In [4]:
import numpy as np

print("""The hypothesis function for linear regression in vectorized form.
It uses vectorization to perform matrix-vector multiplication efficiently,
allowing to compute model predictions for all examples at once.""")

def hypothesis(X, theta):
    """
    Hypothesis function for linear regression in vectorized form.

    Parameters:
        X (numpy.ndarray): Feature matrix.
        theta (numpy.ndarray): Model parameters vector.

    Returns:
        numpy.ndarray: Vector of model predictions.
    """
    return np.dot(X, theta)

The hypothesis function for linear regression in vectorized form.
It uses vectorization to perform matrix-vector multiplication efficiently,
allowing to compute model predictions for all examples at once.


In [5]:
print("Example 1:\n")

X = np.array([[1, 2], [1, 3], [1, 4]])  # Feature matrix (including the intercept term)
theta = np.array([0.5, 0.2])            # Model parameters
predictions = hypothesis(X, theta)
print(predictions)

Example 1:

[0.9 1.1 1.3]


In [6]:
print("Example 2:\n")

X = np.array([[1, 5], [1, 6], [1, 7]])
theta = np.array([0.3, 0.4])
predictions = hypothesis(X, theta)
print(predictions)

Example 2:

[2.3 2.7 3.1]


In [7]:
print("""The function to compute the loss function in vectorized form.
This function calculates the mean squared error,
which is a common choice for the loss function in linear regression problems.""")

import numpy as np

def loss_function(X, y, theta):
    """
    Loss function for linear regression in vectorized form.

    Parameters:
        X (numpy.ndarray): Feature matrix.
        y (numpy.ndarray): Target vector.
        theta (numpy.ndarray): Model parameters vector.

    Returns:
        float: Value of the loss function.
    """
    m = len(y)  # Number of training examples
    predictions = hypothesis(X, theta) # Compute predictions
    squared_errors = (predictions - y) ** 2 # Compute squared errors
    cost = (1 / (2 * m)) * np.sum(squared_errors) # Compute mean squared error
    return cost



The function to compute the loss function in vectorized form.
This function calculates the mean squared error, 
which is a common choice for the loss function in linear regression problems.


In [8]:
print("Example 1:\n")

X = np.array([[1, 2], [1, 3], [1, 4]])  # Feature matrix (including the intercept term)
y = np.array([2, 3, 4])                  # Target vector
theta = np.array([0.5, 0.2])            # Model parameters
loss = loss_function(X, y, theta)
print(loss)

Example 1:

2.0183333333333335


In [9]:
print("Example 2:\n")

X = np.array([[1, 5], [1, 6], [1, 7]])
y = np.array([3, 4, 5])
theta = np.array([0.3, 0.4])
loss = loss_function(X, y, theta)
print(loss)

Example 2:

0.9649999999999999


In [10]:
print("The computing the gradient of the loss function with respect to the model parameters.")

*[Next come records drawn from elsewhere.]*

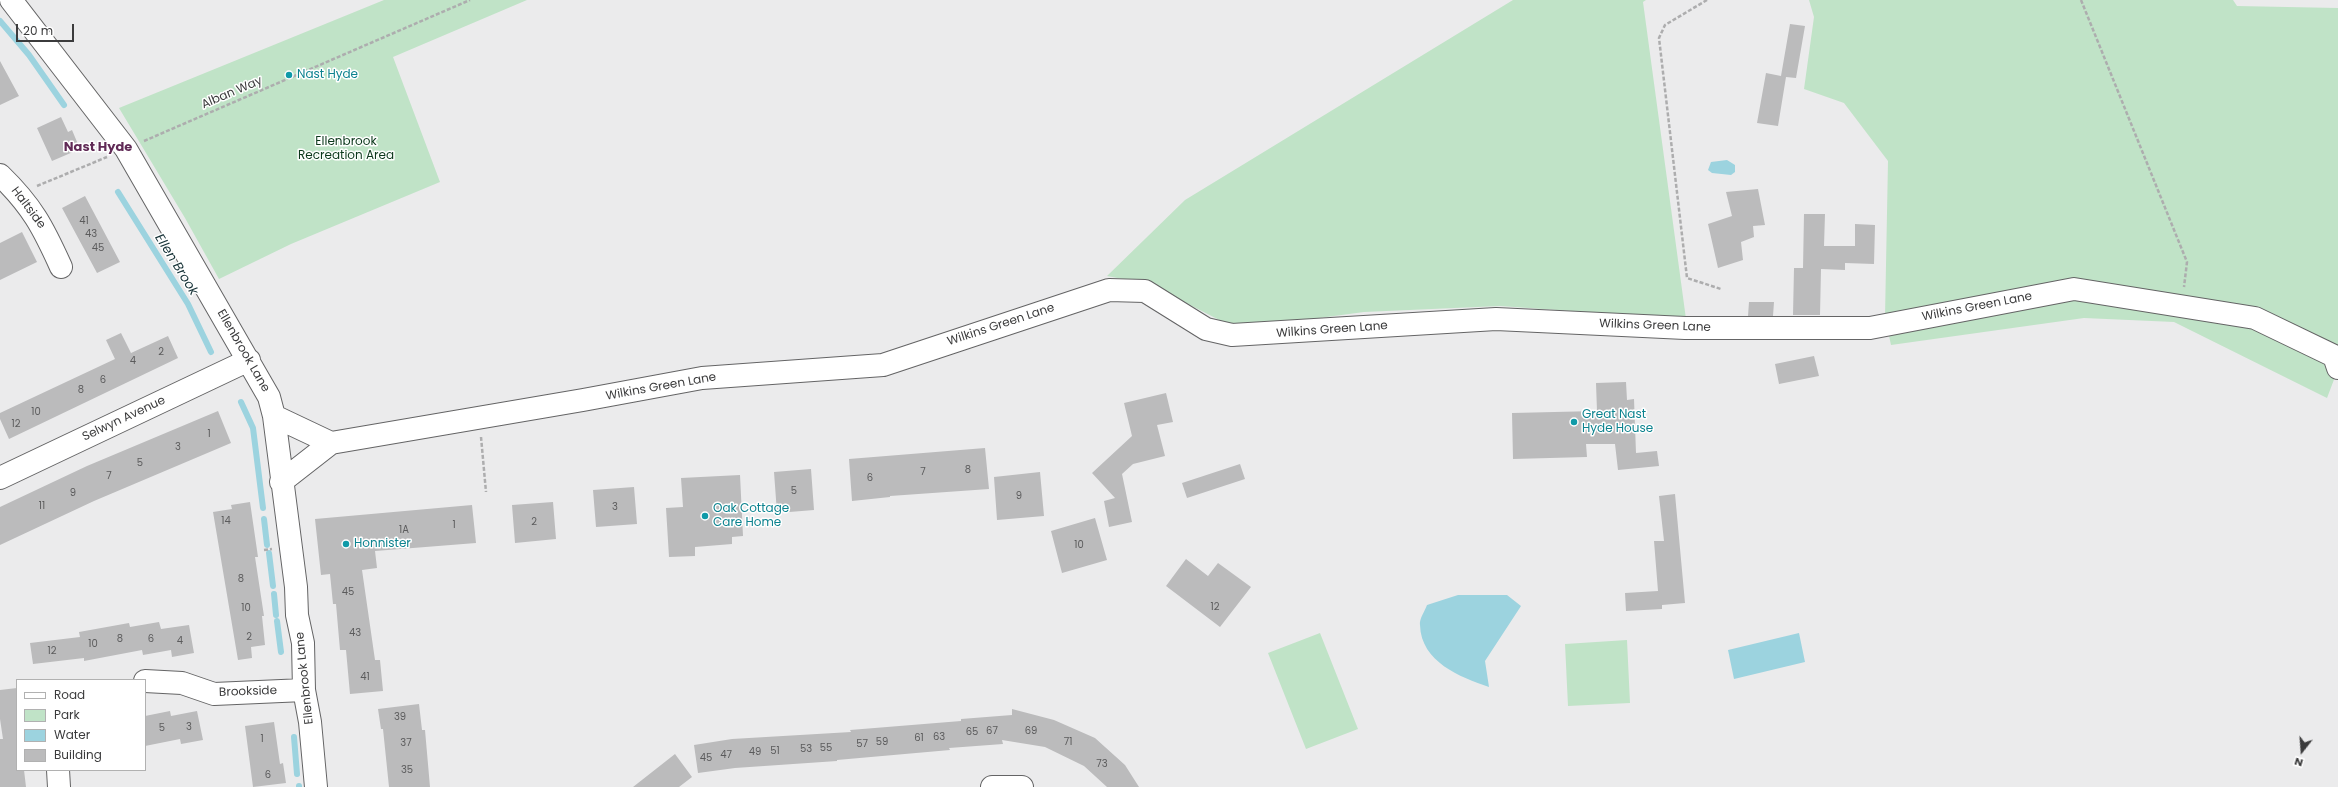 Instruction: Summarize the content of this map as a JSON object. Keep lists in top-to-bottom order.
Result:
{
  "streets": {
    "street": [
      "Haltside",
      "Wilkins Green Lane",
      "Ellenbrook Lane",
      "Selwyn Avenue",
      "Brookside"
    ],
    "path": ["Alban Way"]
  },
  "crossings": [
    ["Alban Way", "Haltside"],
    ["Alban Way", "Ellenbrook Lane"],
    ["Wilkins Green Lane", "Ellenbrook Lane"],
    ["Ellenbrook Lane", "Selwyn Avenue"],
    ["Ellenbrook Lane", "Brookside"]
  ],
  "districts": ["Nast Hyde"],
  "water": ["Ellen Brook"],
  "parks": ["Ellenbrook Recreation Area"],
  "places": [
    "Nast Hyde",
    "Great Nast Hyde House",
    "Oak Cottage Care Home",
    "Honnister"
  ],
  "house_numbers": [
    "41",
    "43",
    "45",
    "2",
    "4",
    "6",
    "8",
    "10",
    "12",
    "1",
    "3",
    "5",
    "8",
    "7",
    "7",
    "6",
    "5",
    "9",
    "9",
    "11",
    "3",
    "14",
    "2",
    "1",
    "1A",
    "10",
    "8",
    "45",
    "12",
    "10",
    "43",
    "2",
    "8",
    "6",
    "4",
    "10",
    "12",
    "41",
    "39",
    "3",
    "5",
    "67",
    "69",
    "65",
    "63",
    "61",
    "1",
    "59",
    "71",
    "37",
    "57",
    "55",
    "53",
    "51",
    "49",
    "47",
    "45",
    "73",
    "35",
    "6"
  ],
  "legend": [
    "Road",
    "Park",
    "Water",
    "Building"
  ],
  "scale_bar": "20 m",
  "north": "bottom"
}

def gradient_descent_step(X, y, theta, learning_rate):
    """
    Perform one step of gradient descent.

    Parameters:
        X (numpy.ndarray): Feature matrix.
        y (numpy.ndarray): Target vector.
        theta (numpy.ndarray): Model parameters vector.
        learning_rate (float): Learning rate for gradient descent.

    Returns:
        numpy.ndarray: Updated model parameters vector.
    """
    m = len(y)  # Number of training examples
    predictions = hypothesis(X, theta) # Compute predictions
    errors = predictions - y # Compute errors
    gradient = (1 / m) * np.dot(X.T, errors) # Compute gradient
    new_theta = theta - learning_rate * gradient  # Update parameters
    return new_theta

The computing the gradient of the loss function with respect to the model parameters.


In [11]:
print("Checking how this function works on an example:\n")

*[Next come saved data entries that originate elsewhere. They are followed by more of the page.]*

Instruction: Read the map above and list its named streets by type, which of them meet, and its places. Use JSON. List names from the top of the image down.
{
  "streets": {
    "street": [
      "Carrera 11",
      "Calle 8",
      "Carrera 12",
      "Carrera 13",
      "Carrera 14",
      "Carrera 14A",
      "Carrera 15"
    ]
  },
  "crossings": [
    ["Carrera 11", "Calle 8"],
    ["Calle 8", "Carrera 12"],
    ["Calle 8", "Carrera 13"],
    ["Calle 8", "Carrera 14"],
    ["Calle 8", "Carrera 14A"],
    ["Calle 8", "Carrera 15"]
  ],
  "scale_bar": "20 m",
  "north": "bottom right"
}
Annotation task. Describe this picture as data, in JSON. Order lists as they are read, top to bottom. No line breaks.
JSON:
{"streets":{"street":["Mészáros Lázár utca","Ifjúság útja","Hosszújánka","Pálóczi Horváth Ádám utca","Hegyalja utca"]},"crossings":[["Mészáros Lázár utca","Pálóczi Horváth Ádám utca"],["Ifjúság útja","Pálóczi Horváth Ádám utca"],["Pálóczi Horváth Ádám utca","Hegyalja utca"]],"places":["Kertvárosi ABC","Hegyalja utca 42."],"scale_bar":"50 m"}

# Define feature matrix X, target vector y, initial parameters theta, and learning rate
X = np.array([[1, 2], [1, 3], [1, 4]])  # Feature matrix (including the intercept term)
y = np.array([2, 3, 4])                  # Target vector
theta = np.array([0.5, 0.2])             # Initial model parameters
learning_rate = 0.1                      # Learning rate for gradient descent

# Perform one step of gradient descent
theta = gradient_descent_step(X, y, theta, learning_rate)
print("Updated parameters:", theta)


Checking how this function works on an example:

Updated parameters: [0.69       0.82333333]


In [12]:
print("The computing the gradient of the loss function with respect to the model parameters.")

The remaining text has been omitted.